EXERCISE PROMPT: Every line containing the string "above" is to be copied from the records.

SOURCE MATERIAL:
[Start of section]

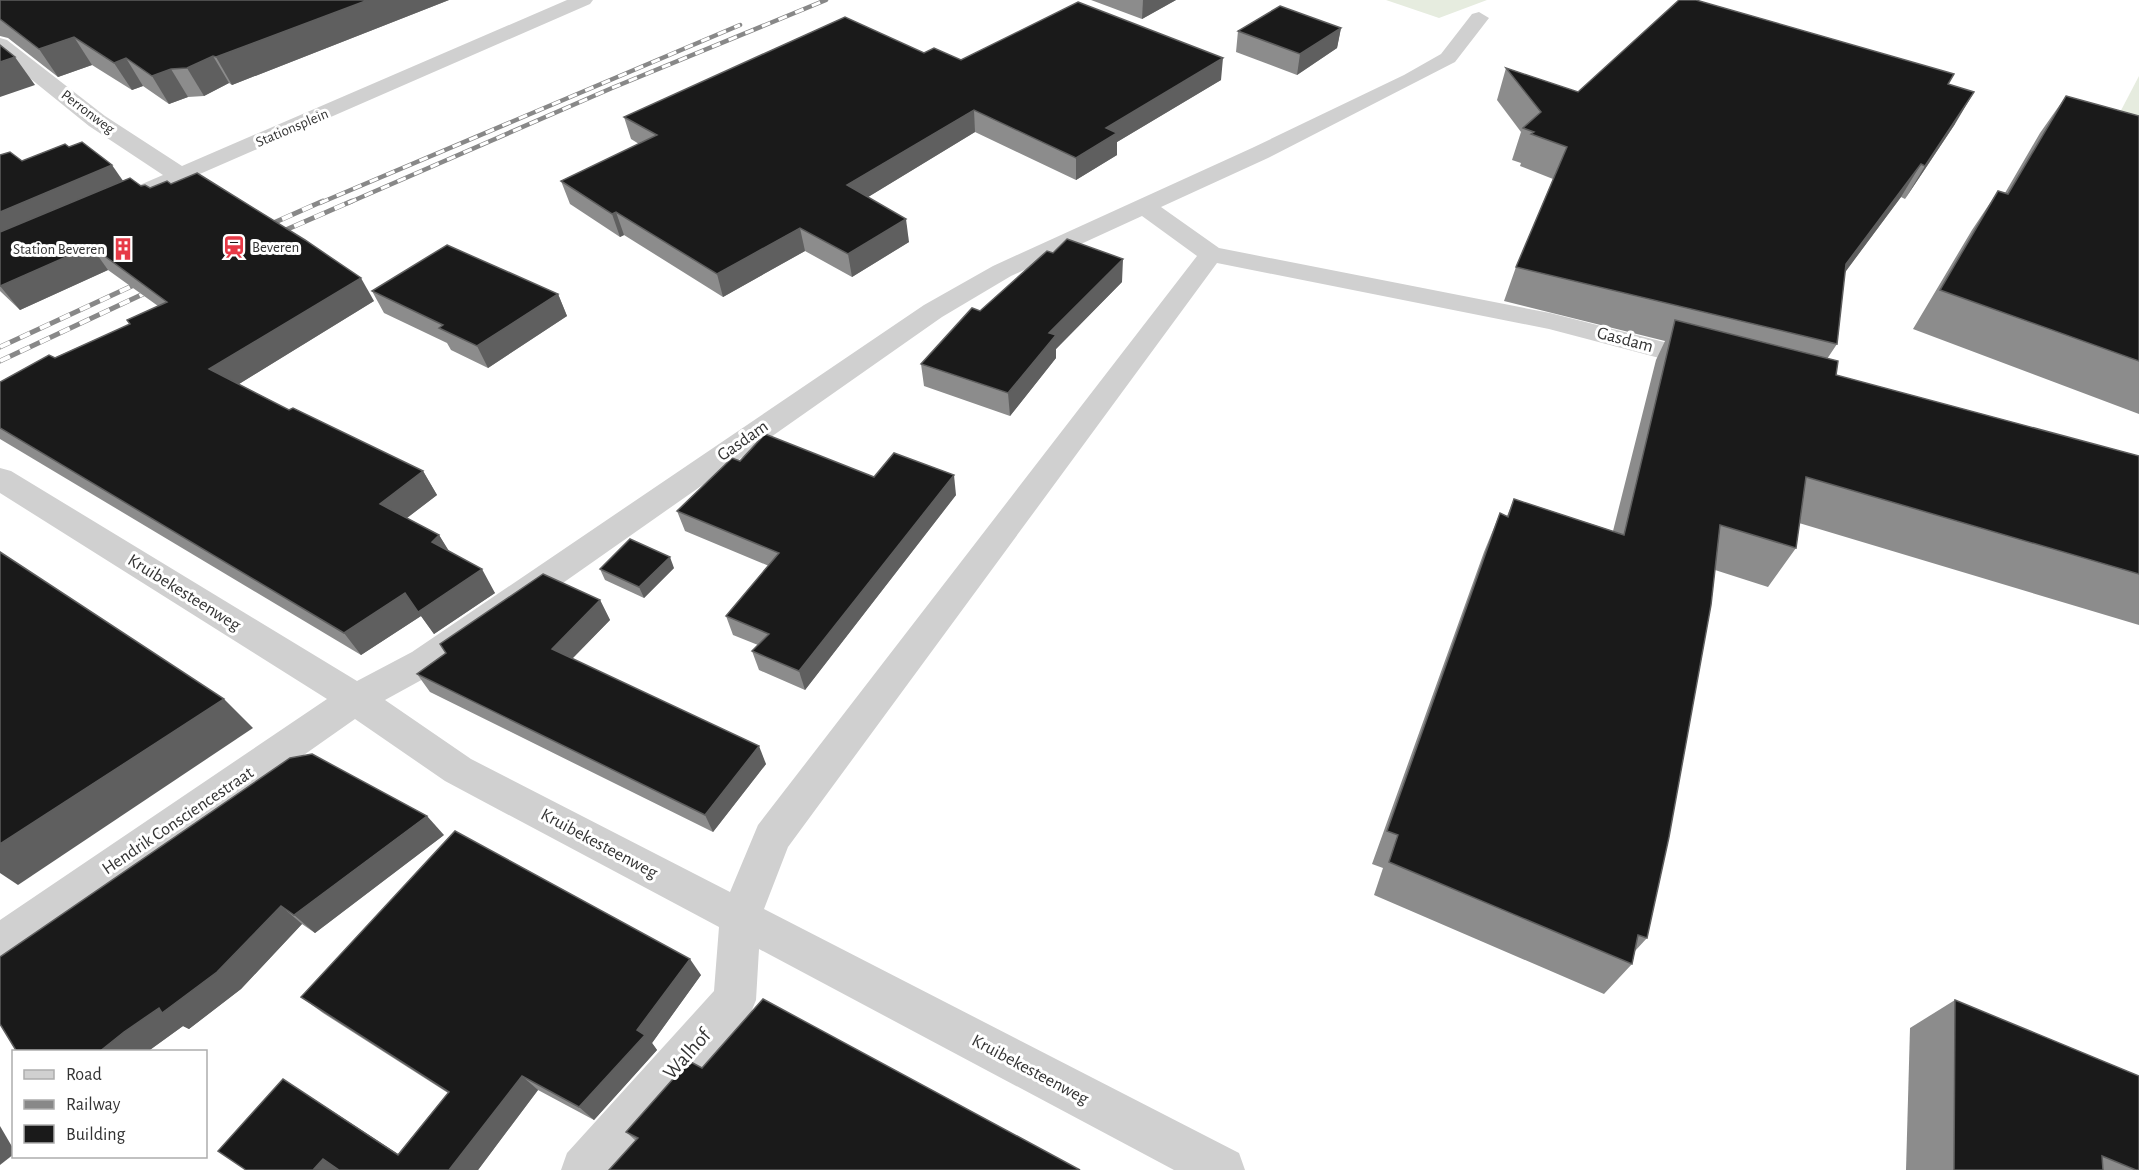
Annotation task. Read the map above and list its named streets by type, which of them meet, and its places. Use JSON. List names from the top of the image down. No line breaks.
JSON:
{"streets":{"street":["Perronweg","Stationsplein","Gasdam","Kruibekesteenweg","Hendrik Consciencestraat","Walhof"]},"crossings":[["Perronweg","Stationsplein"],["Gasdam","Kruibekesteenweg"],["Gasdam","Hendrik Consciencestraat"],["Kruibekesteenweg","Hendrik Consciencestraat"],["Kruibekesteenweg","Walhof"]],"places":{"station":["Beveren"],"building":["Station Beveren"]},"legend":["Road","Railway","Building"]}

[End of section]
[Start of section]

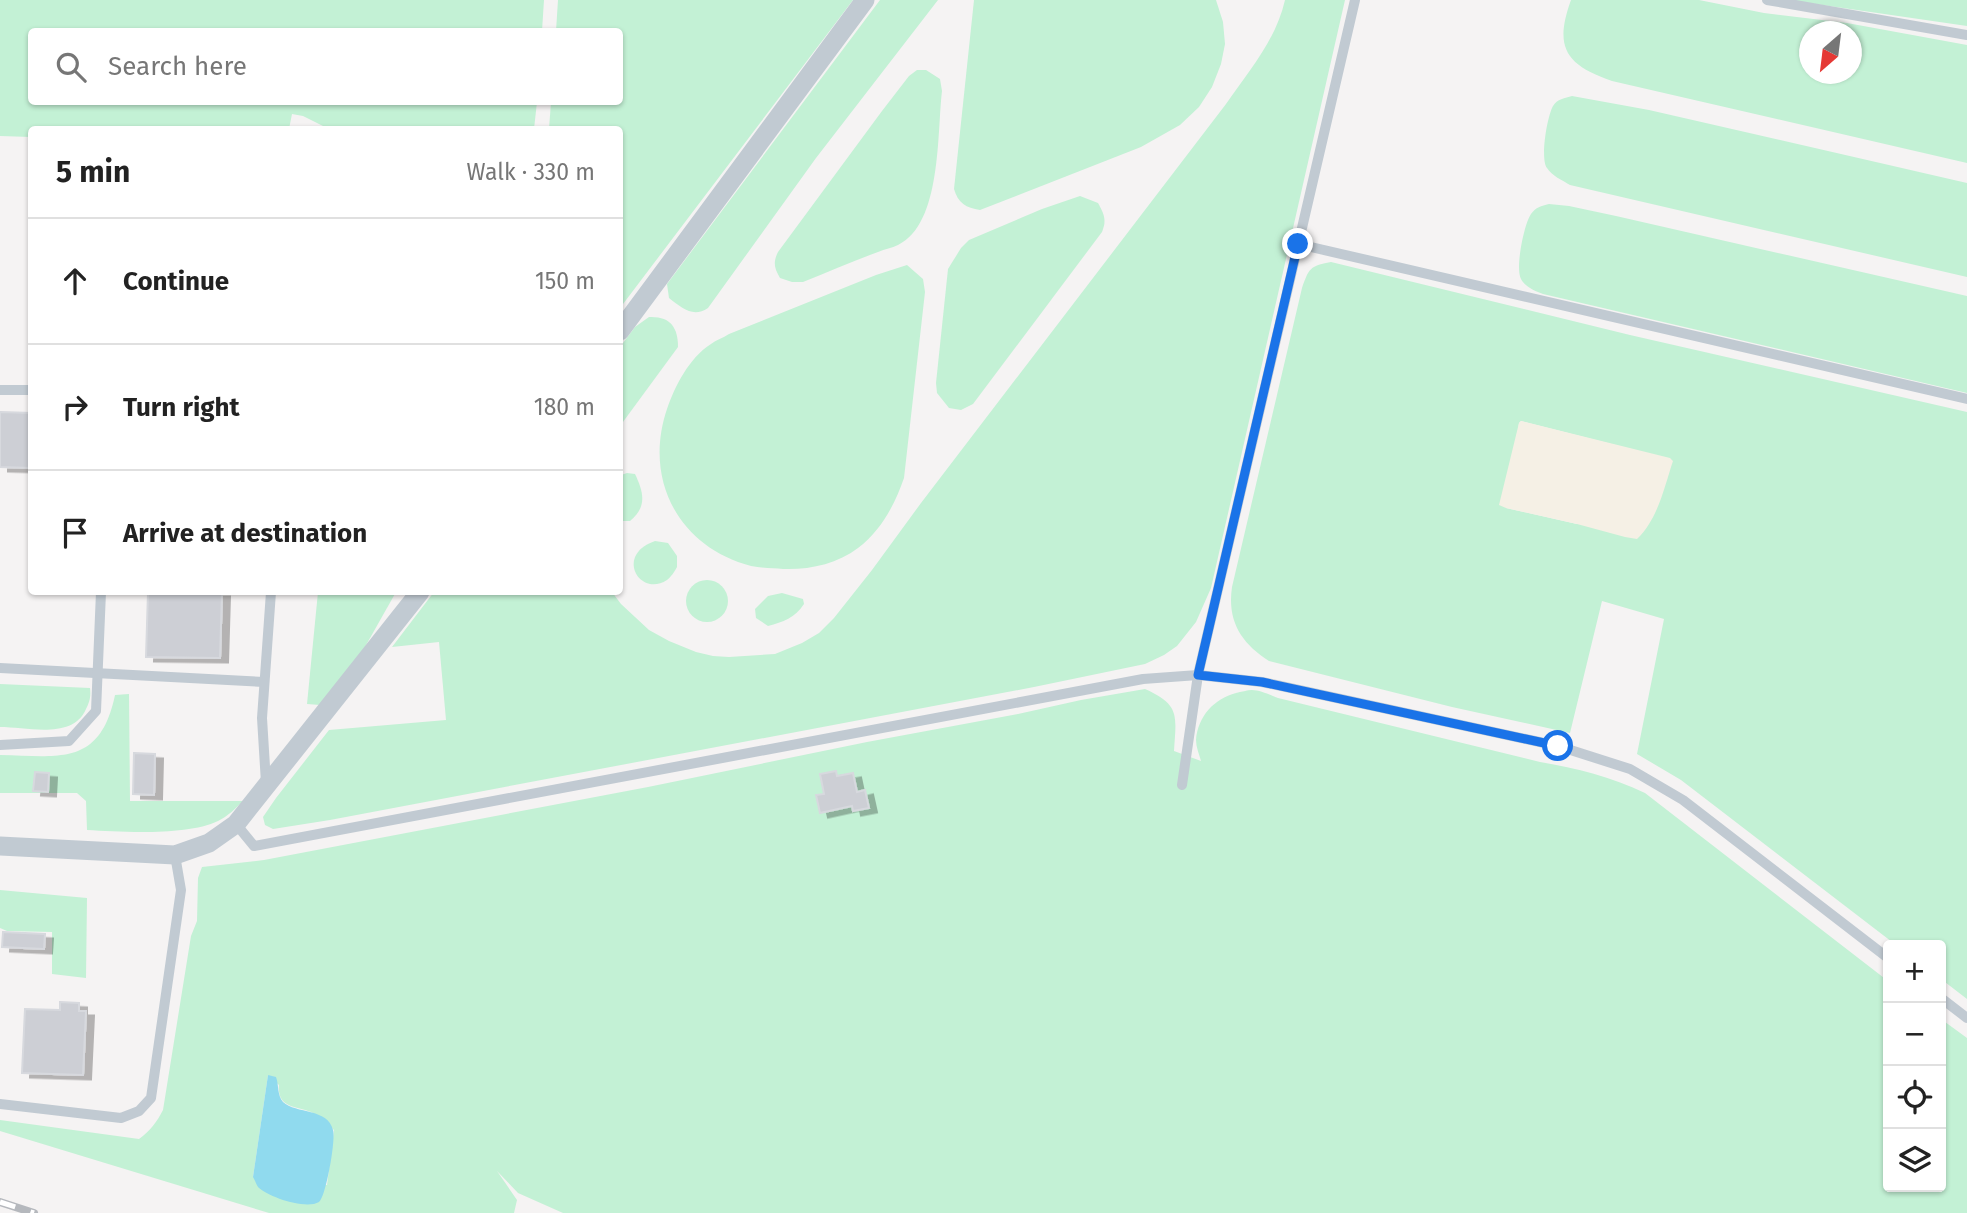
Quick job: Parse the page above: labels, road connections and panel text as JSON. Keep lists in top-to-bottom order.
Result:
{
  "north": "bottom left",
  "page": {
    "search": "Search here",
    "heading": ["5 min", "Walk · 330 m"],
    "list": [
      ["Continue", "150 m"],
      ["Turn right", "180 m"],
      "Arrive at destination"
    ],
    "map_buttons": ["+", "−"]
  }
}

[End of section]

OUTPUT OF THE EXERCISE:
Annotation task. Read the map above and list its named streets by type, which of them meet, and its places. Use JSON. List names from the top of the image down. No line breaks.
Quick job: Parse the page above: labels, road connections and panel text as JSON. Keep lists in top-to-bottom order.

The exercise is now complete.